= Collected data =
━━━━━━━━━━━━━━━━━━━━━━━━━━━━━━

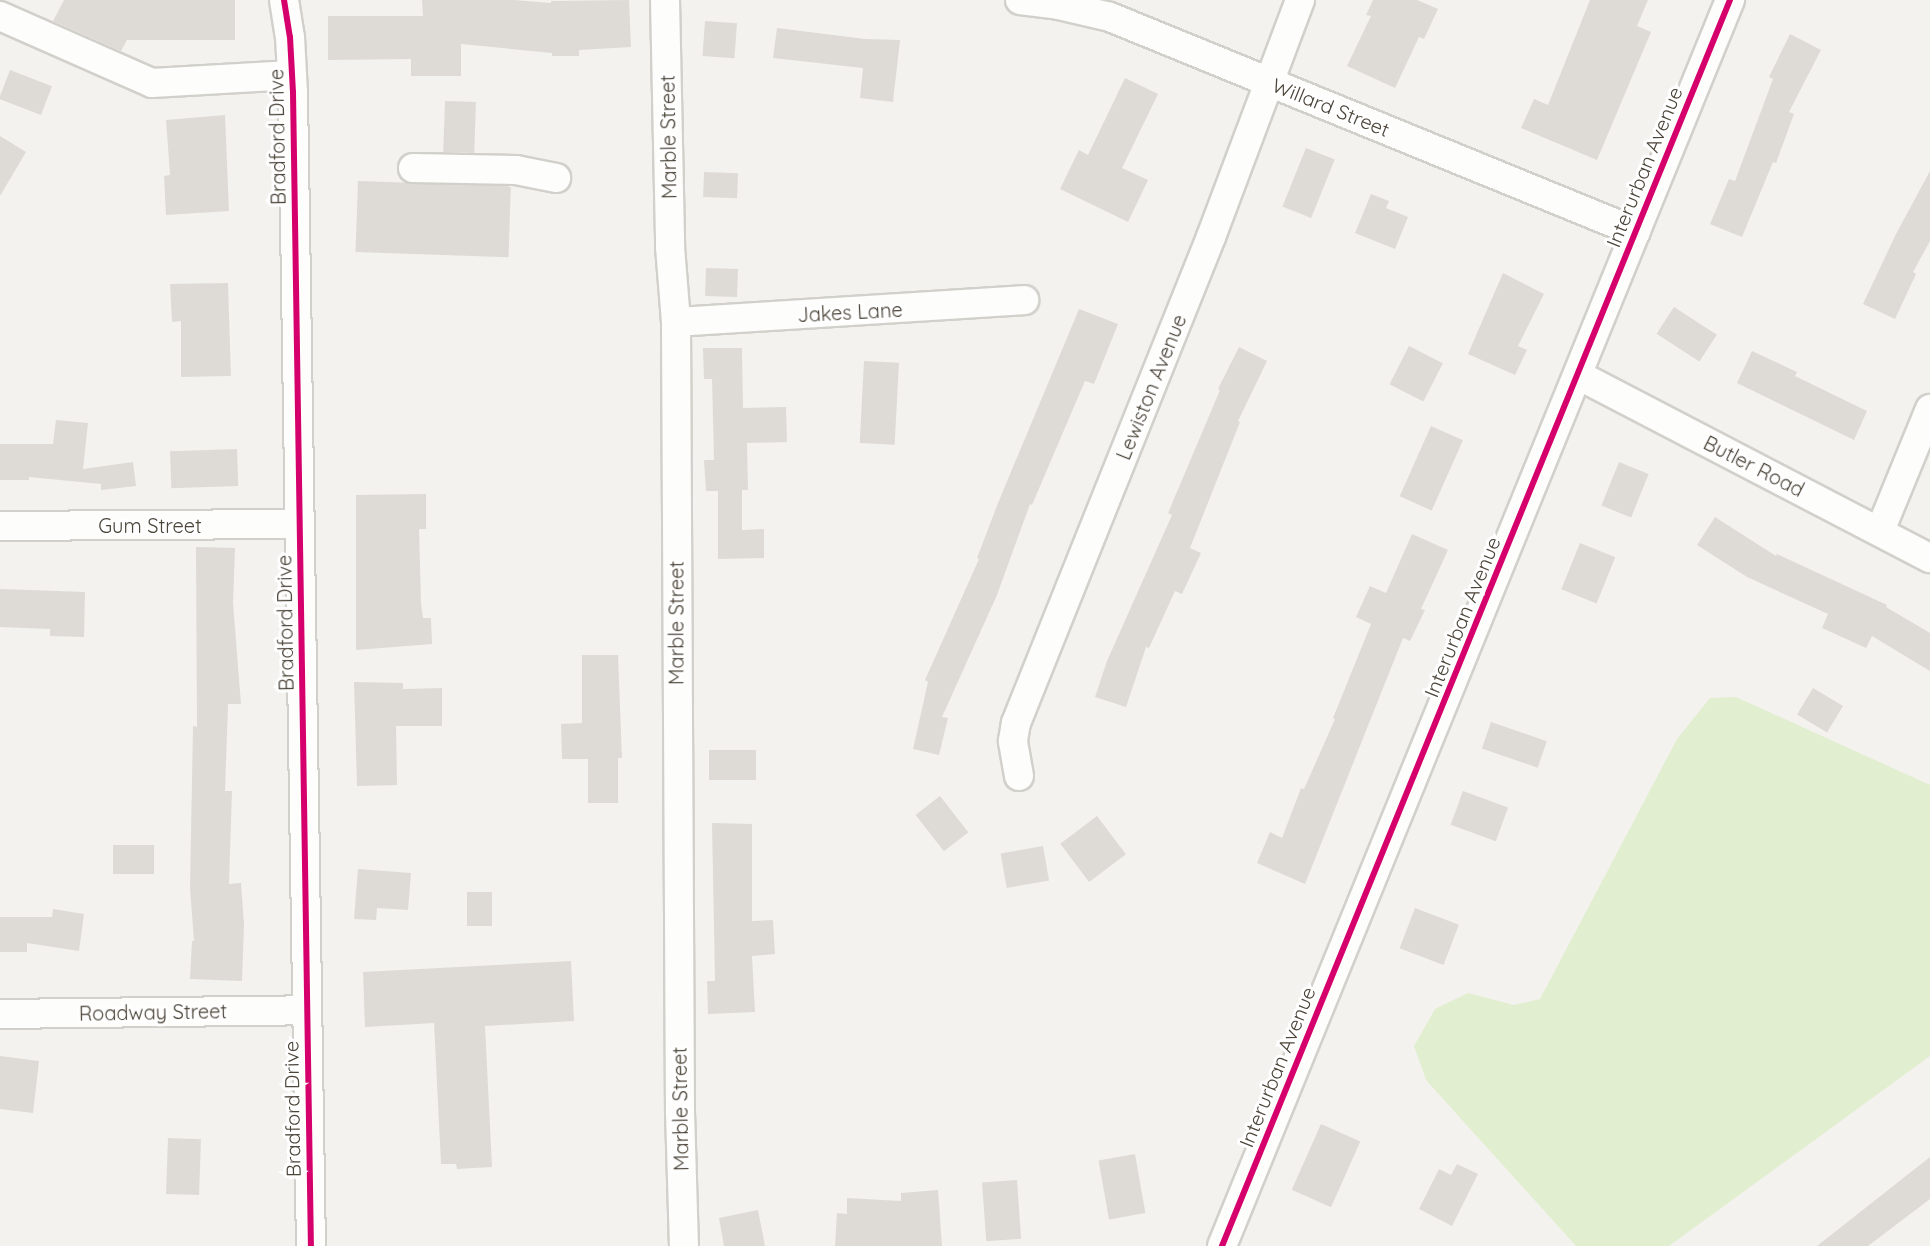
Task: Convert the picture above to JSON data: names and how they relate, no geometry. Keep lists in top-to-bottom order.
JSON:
{
  "streets": {
    "street": [
      "Willard Street",
      "Bradford Drive",
      "Marble Street",
      "Interurban Avenue",
      "Jakes Lane",
      "Lewiston Avenue",
      "Butler Road",
      "Gum Street",
      "Roadway Street"
    ]
  },
  "crossings": [
    ["Willard Street", "Interurban Avenue"],
    ["Willard Street", "Lewiston Avenue"],
    ["Bradford Drive", "Gum Street"],
    ["Bradford Drive", "Roadway Street"],
    ["Marble Street", "Jakes Lane"],
    ["Interurban Avenue", "Butler Road"]
  ]
}
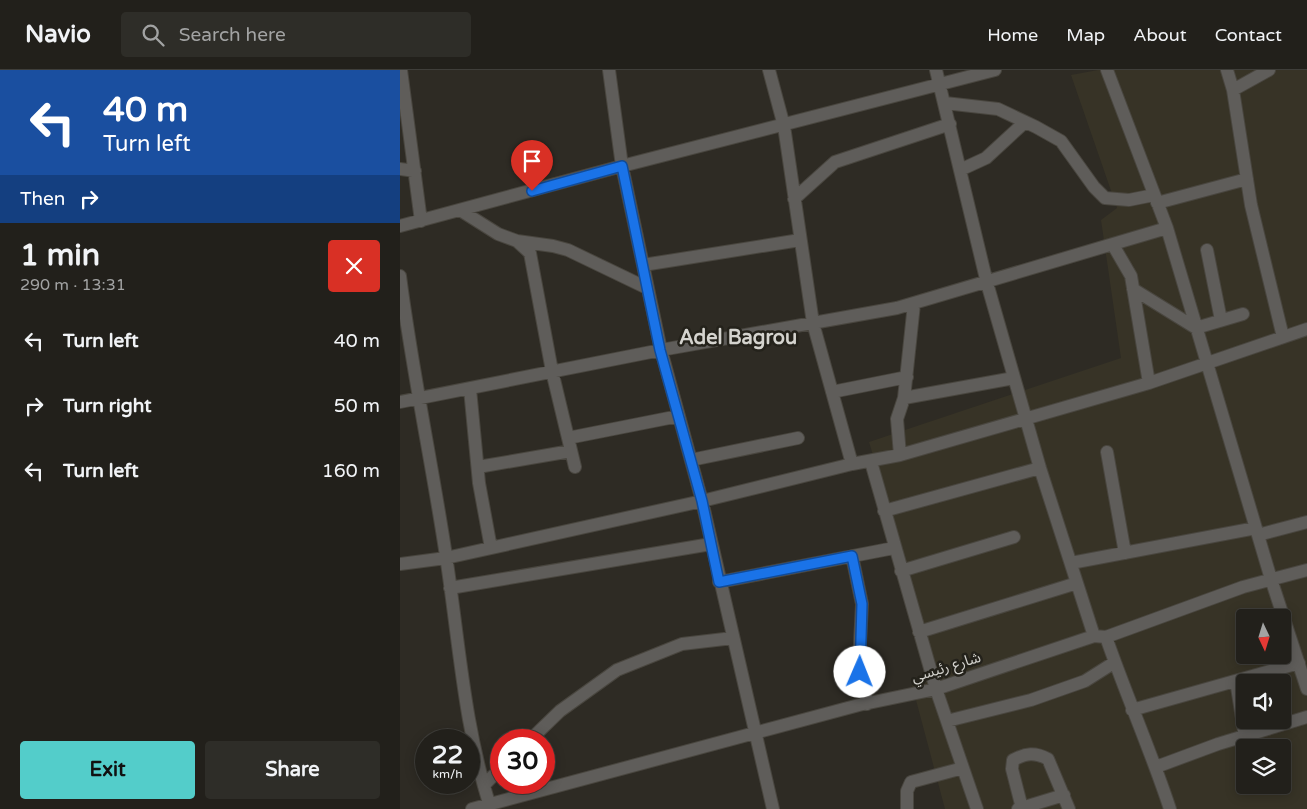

━━━━━━━━━━━━━━━━━━━━━━━━━━━━━━

= About this task =
What you print must match the entries exactly, except that no pictures appear.

= Exercise output =
Task: Convert the picture above to JSON data: names and how they relate, no geometry. Keep lists in top-to-bottom order.
JSON:
{
  "streets": {
    "street": [
      "Willard Street",
      "Bradford Drive",
      "Marble Street",
      "Interurban Avenue",
      "Jakes Lane",
      "Lewiston Avenue",
      "Butler Road",
      "Gum Street",
      "Roadway Street"
    ]
  },
  "crossings": [
    ["Willard Street", "Interurban Avenue"],
    ["Willard Street", "Lewiston Avenue"],
    ["Bradford Drive", "Gum Street"],
    ["Bradford Drive", "Roadway Street"],
    ["Marble Street", "Jakes Lane"],
    ["Interurban Avenue", "Butler Road"]
  ]
}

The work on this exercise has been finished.